Summary judgement is appropriate when there are no genuine issues of material *821fact, and the moving party is entitled to judgement as a matter of law. RCFC 56(c). In evaluating a motion for summary judgement, any doubt as to whether a genuine issue of material fact exists must be resolved in favor of the non-moving party. Adickes v. S.H. Kress & Co., 398 U.S. 144, 158-59, 90 S.Ct. 1598, 1608-09, 26 L.Ed.2d 142 (1970); Campbell v. United States, 2 Cl.Ct. 247, 249 (1983). A genuine issue of material fact is one that would change the outcome of the litigation. Anderson v. Liberty Lobby, Inc., 477 U.S. 242, 242, 248, 106 S.Ct. 2505, 2506, 2510, 91 L.Ed.2d 202 (1986); Chevron U.S.A. v. United States, 17 Cl.Ct. 537, 540 (1989), rev’d on other grounds, 923 F.2d 830 (Fed.Cir.1991). The fact that both parties have moved for summary judgement, does not relieve the court of its responsibility to determine the appropriateness of summary disposition. Prineville Sawmill Co. v. United States, 859 F.2d 905, 911 (Fed.Cir.1988). Summary judgment will not necessarily be granted to one party or another, just because both parties have moved for summary judgment. Corman v. United States, 26 Cl.Ct. 1011, 1014 (1992) (citing LewRon Television, Inc. v. D.H. Overmyer Leasing Co., 401 F.2d 689, 692-93 (4th Cir.1968), cert. denied, 393 U.S. 1083, 89 S.Ct. 866, 21 L.Ed.2d 776 (1969)). A cross-motion is a party’s claim that it alone is entitled to summary judgement. It does not follow, however, that if one motion is rejected the other is necessarily supported. The court must evaluate each party’s motion on its own merit, and resolve all reasonable inferences against the party whose motion is under consideration. Corman, 26 Cl.Ct. at 1014.

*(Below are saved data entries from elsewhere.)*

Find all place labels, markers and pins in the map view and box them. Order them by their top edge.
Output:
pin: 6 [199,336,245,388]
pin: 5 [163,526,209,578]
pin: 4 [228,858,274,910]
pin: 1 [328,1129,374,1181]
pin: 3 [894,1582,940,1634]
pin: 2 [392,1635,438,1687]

In the case, at hand, there are no material facts in dispute. Both plaintiffs are United States citizens of Japanese ancestry. Plaintiffs’ parents, all native born citizens of the United States, had already had their permanent legal residences and domiciles in the State of California. Sato’s parents relocated to lone, Colorado, in 1942, after evacuating their home in Los Angeles, California, which was subsequently declared a prohibited military zone. Likewise, Nakabayashi’s parents relocated to Longmont, Colorado, in 1942, after evacuating their home in Mountainview, California, which was subsequently declared a prohibited military zone. Plaintiffs and their parents were prohibited by law from returning to their homes during the evacuation, relocation, and internment period.

Plaintiffs argued that the federal government’s invidiously discriminatory policy during the evacuation, relocation, and internment period deprived them of liberty and caused them to suffer severe hardship. Plaintiff contended, therefore, that defendant’s denial of their compensation claims was arbitrary, capricious, an abuse of discretion, and not in accordance with law. Defendant responded that plaintiffs were not eligible individuals as defined by the Act because neither the Act, nor its legislative history, intended to provide compensation for children born after their parents were relocated.

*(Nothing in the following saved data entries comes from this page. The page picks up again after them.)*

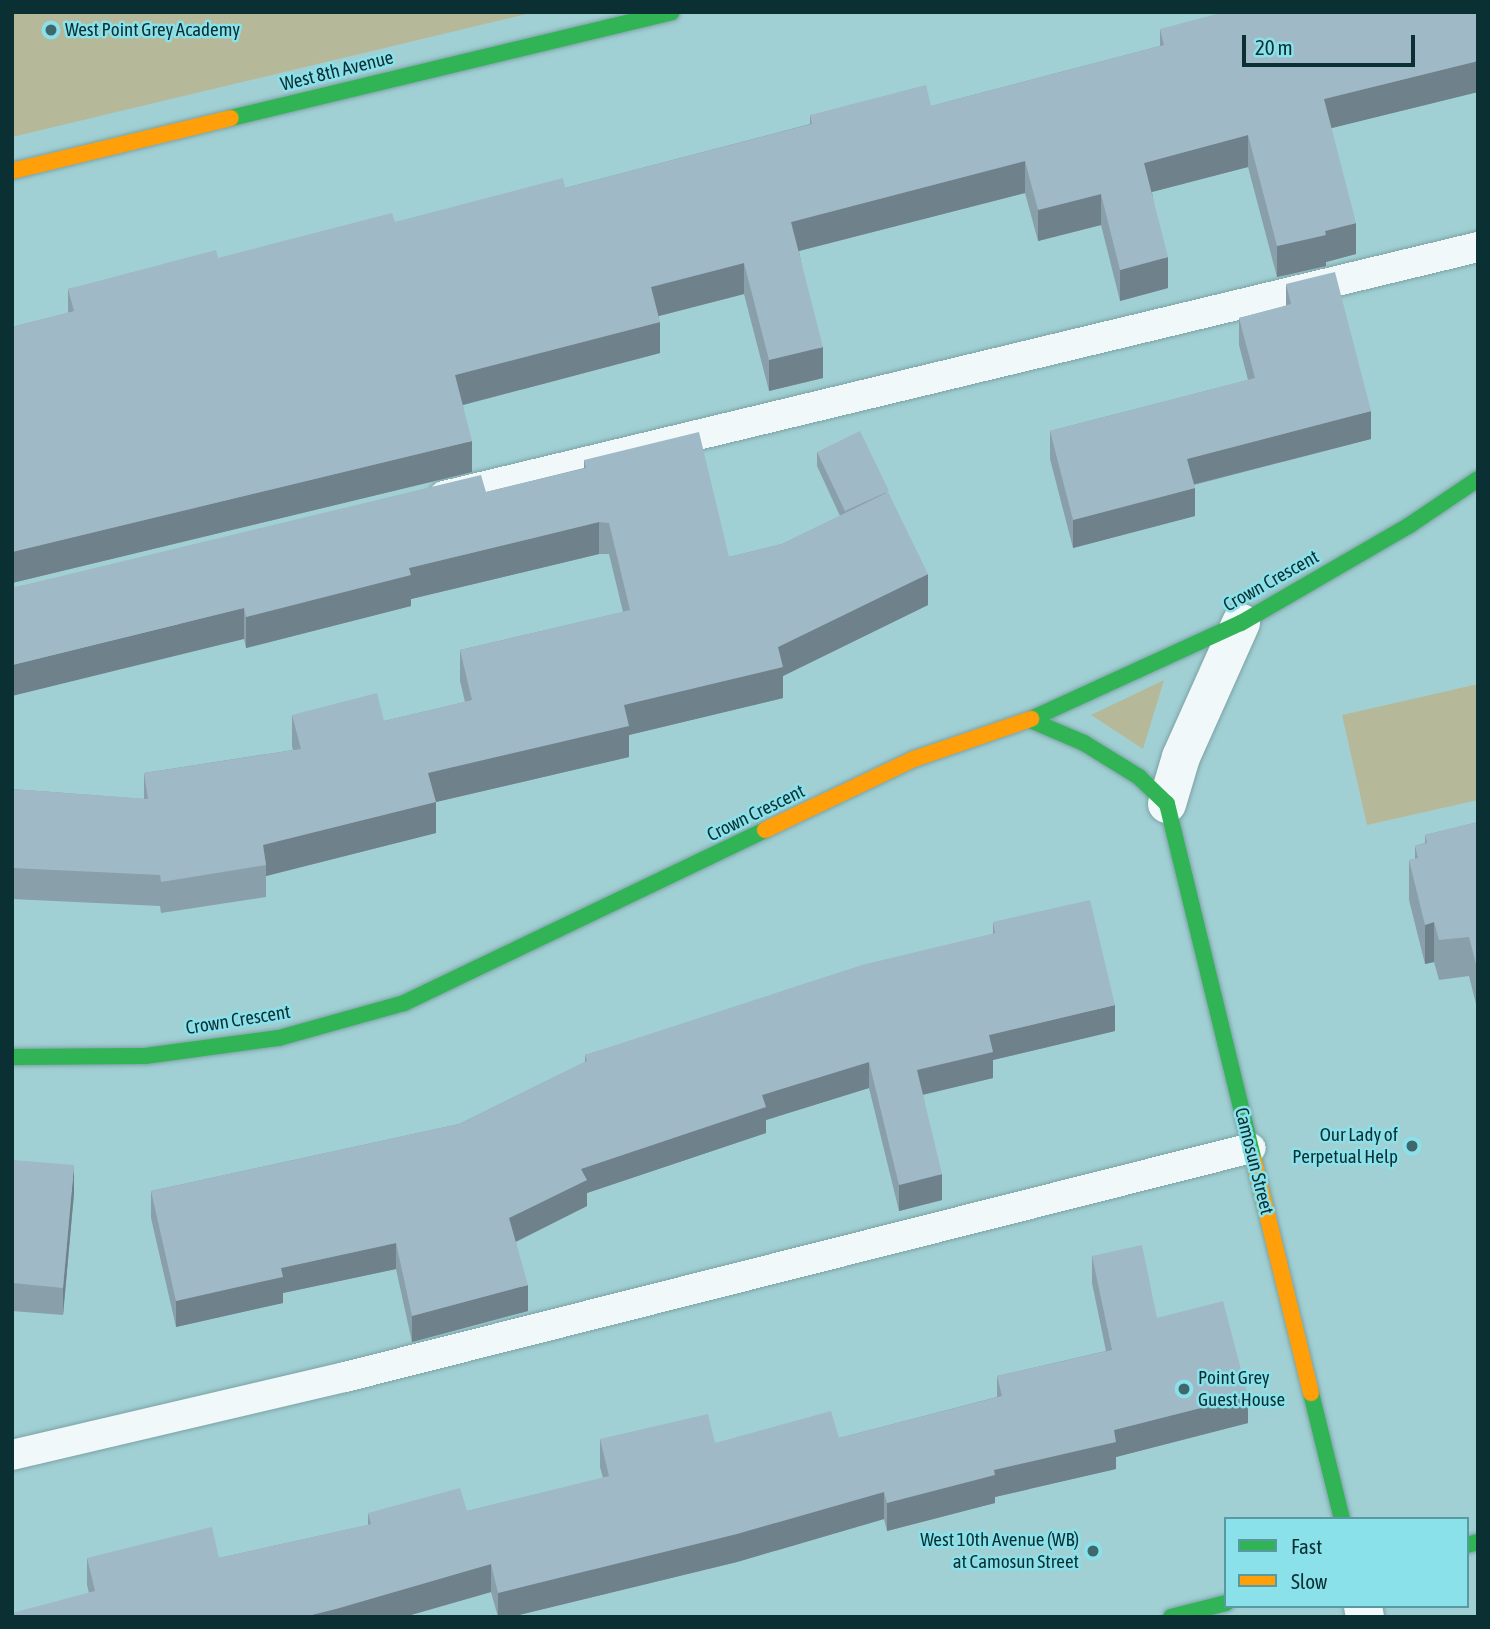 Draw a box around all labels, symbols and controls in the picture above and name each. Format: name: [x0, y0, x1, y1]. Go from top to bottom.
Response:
place label: West Point Grey Academy: [65, 19, 240, 41]
scale bar: [1245, 21, 1418, 65]
marker: West Point Grey Academy: [43, 22, 59, 38]
text: 20 m: [1255, 35, 1293, 59]
street label: West 8th Avenue: [278, 46, 396, 96]
street label: Crown Crescent: [1219, 545, 1323, 617]
street label: Crown Crescent: [703, 780, 809, 846]
street label: Crown Crescent: [184, 1000, 292, 1040]
street label: Camosun Street: [1230, 1105, 1278, 1217]
place label: Our Lady of Perpetual Help: [1292, 1124, 1398, 1168]
marker: Our Lady of Perpetual Help: [1404, 1138, 1420, 1154]
place label: Point Grey Guest House: [1198, 1367, 1285, 1411]
marker: Point Grey Guest House: [1176, 1381, 1192, 1397]
legend: [1224, 1517, 1469, 1608]
place label: West 10th Avenue (WB) at Camosun Street: [920, 1529, 1079, 1573]
text: Fast: [1291, 1534, 1322, 1558]
marker: West 10th Avenue (WB) at Camosun Street: [1085, 1543, 1101, 1559]
text: Slow: [1291, 1569, 1327, 1593]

This court has authority to review the Assistant Attorney General’s denial of compensation “upon the administrative record” and shall set aside the denial as unlawful if the denial “is found to be arbitrary, capricious, an abuse of discretion, or otherwise not in accordance with law.” 50 U.S.C.App. § 1989b-4(h)(1); Suzuki v. United States, 29 Fed.Cl. 688, 690 (1993); 50 U.S.C.App. § 1989b-4(h). In reviewing the Department of Justice’s construction of the Act, the court first must look to whether Congress has spoken directly to the precise question at issue, which is whether plaintiffs who were born after their parents relocation are eligible under the Act. Chevron U.S.A. v. Natural Resources Defense Council, Inc., 467 U.S. 837, 842, 104 S.Ct. 2778, 2781, 81 L.Ed.2d 694 (1984). Skinner v. Brown, 27 F.3d 1571, 1572-73, 1575-76 (Fed.Cir.1994). If it is determined that the language of Congress is clear, “that is the end of the matter; for the court, as well as the agency, must give effect to the unambiguously expressed intent of Congress.” Id.

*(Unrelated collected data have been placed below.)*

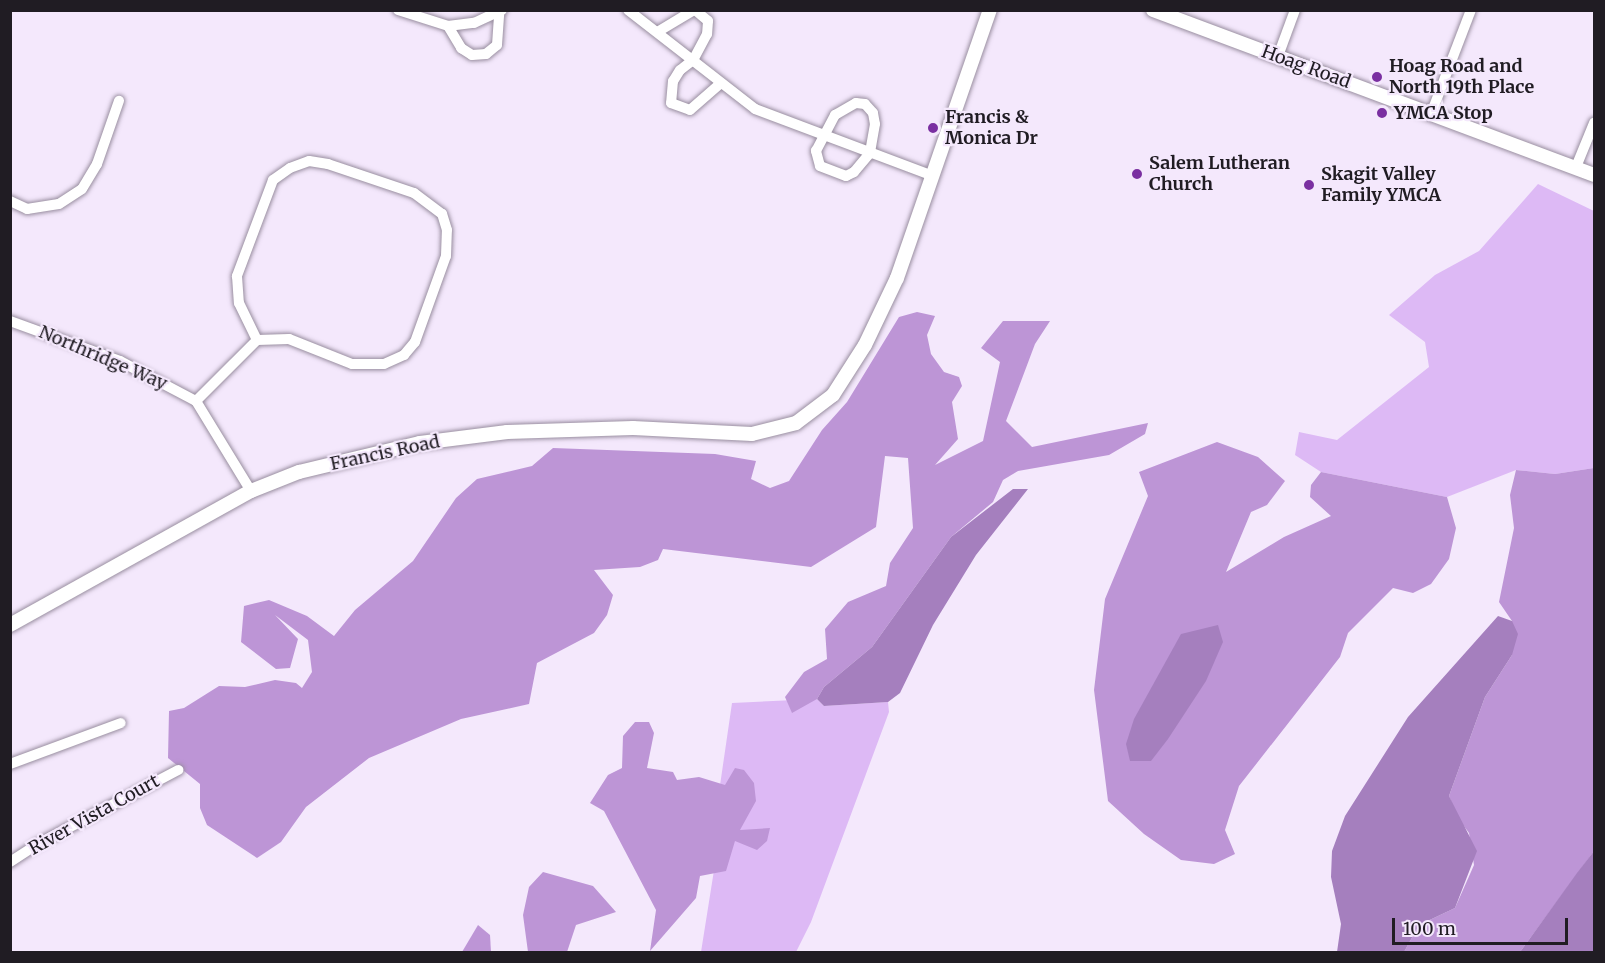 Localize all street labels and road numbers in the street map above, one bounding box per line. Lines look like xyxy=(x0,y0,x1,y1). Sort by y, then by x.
street label: Hoag Road xyxy=(1258,41,1354,93)
street label: Northridge Way xyxy=(36,321,170,395)
street label: Francis Road xyxy=(328,431,442,475)
street label: River Vista Court xyxy=(25,770,163,860) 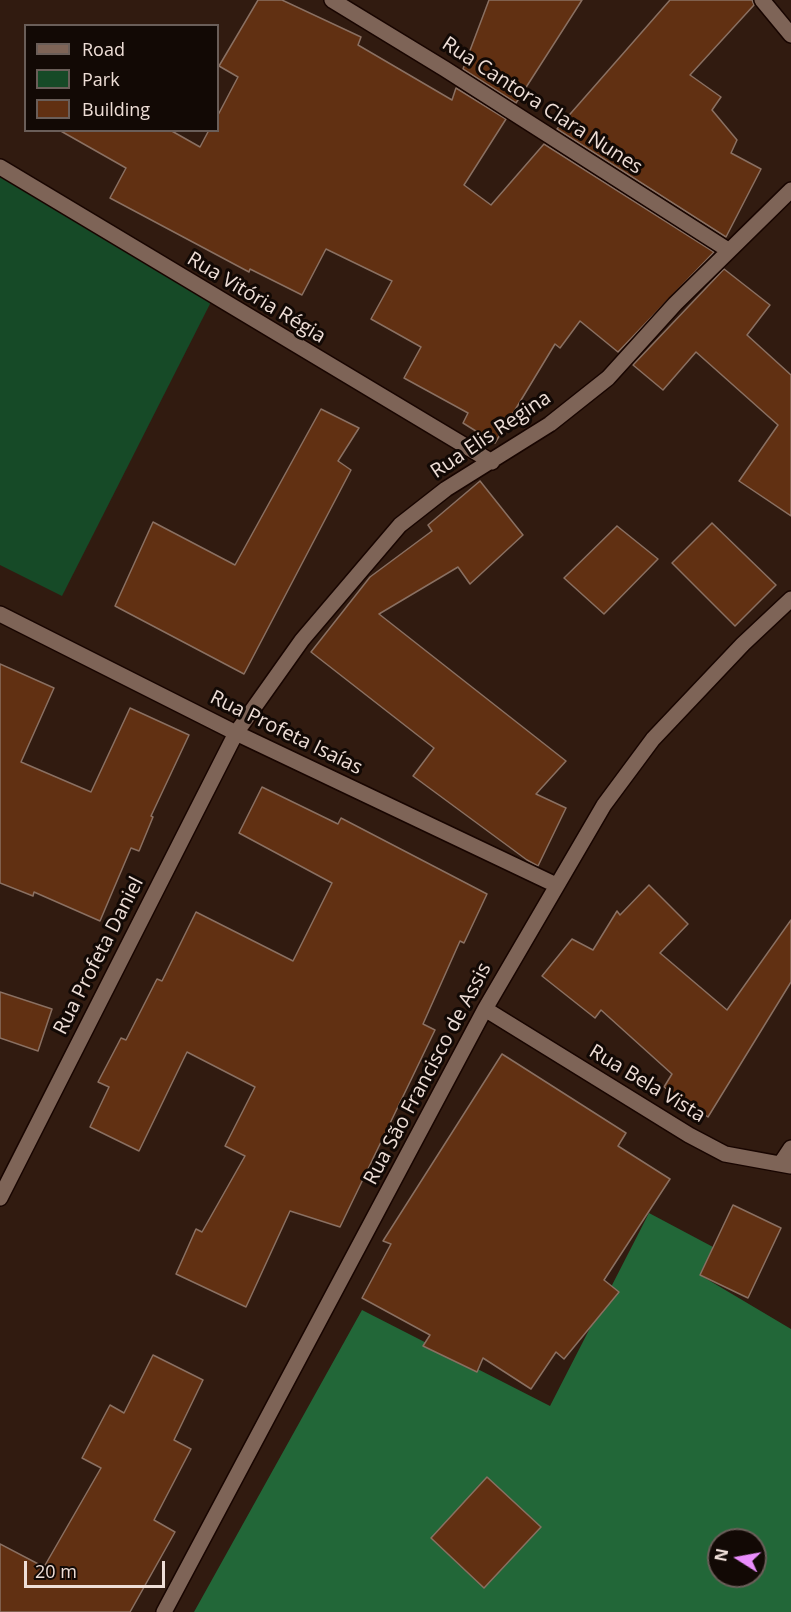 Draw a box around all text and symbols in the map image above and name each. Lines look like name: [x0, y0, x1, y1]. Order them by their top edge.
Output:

This court recently addressed the issue of whether individuals born after their parents’ voluntary relocation from prohibited military areas were eligible for compensation under the Act. In Ishida v. United States, 31 Fed.Cl. 280 (1994), the court held that the determination that the clause “otherwise deprived of liberty” did not extend to individu*822als born after their parents relocated is a reasonable interpretation of Congress’s intent and thus was in accordance with law. However, the court’s denial of Ishida’s application was recently reversed by the Federal Circuit on the grounds that Congress clearly intended to include as eligible anyone, including later born children of Japanese ancestry, who have been “deprived of liberty” as a result of the laws and orders which caused them to be excluded from their family’s place of residence in a prohibited military zone. Ishida v. United States, 59 F.3d 1224, 1231-32 (Fed.Cir.1995).

Plaintiffs did not allege that they were “confined” or “held in custody” during the period in question. Instead, they asserted that under the more general language of the Act, which provided redress for individuals who were otherwise deprived of liberty or property as a result of the United States government’s action, they are entitled to benefits. They contended that because they were born during that critical time period, to parents of Japanese ancestry who subsequently relocated, they were also deprived of liberty, including their right to return to their domicile, as a result of the laws and orders in effect during the relevant period. Defendant did not dispute that plaintiffs were prohibited by law from returning to their domicile during the evacuation, relocation, and internment period. However, defendant maintained that because plaintiffs were born after their parents had relocated to Colorado, they actually were not evacuated, relocated, or interned, and therefore did not suffer a deprivation of liberty for which Congress intended to provide compensation. In effect, defendant contended that compensation for deprivation of liberty under the Act was limited to those who were evacuated, relocated, or interned during that period.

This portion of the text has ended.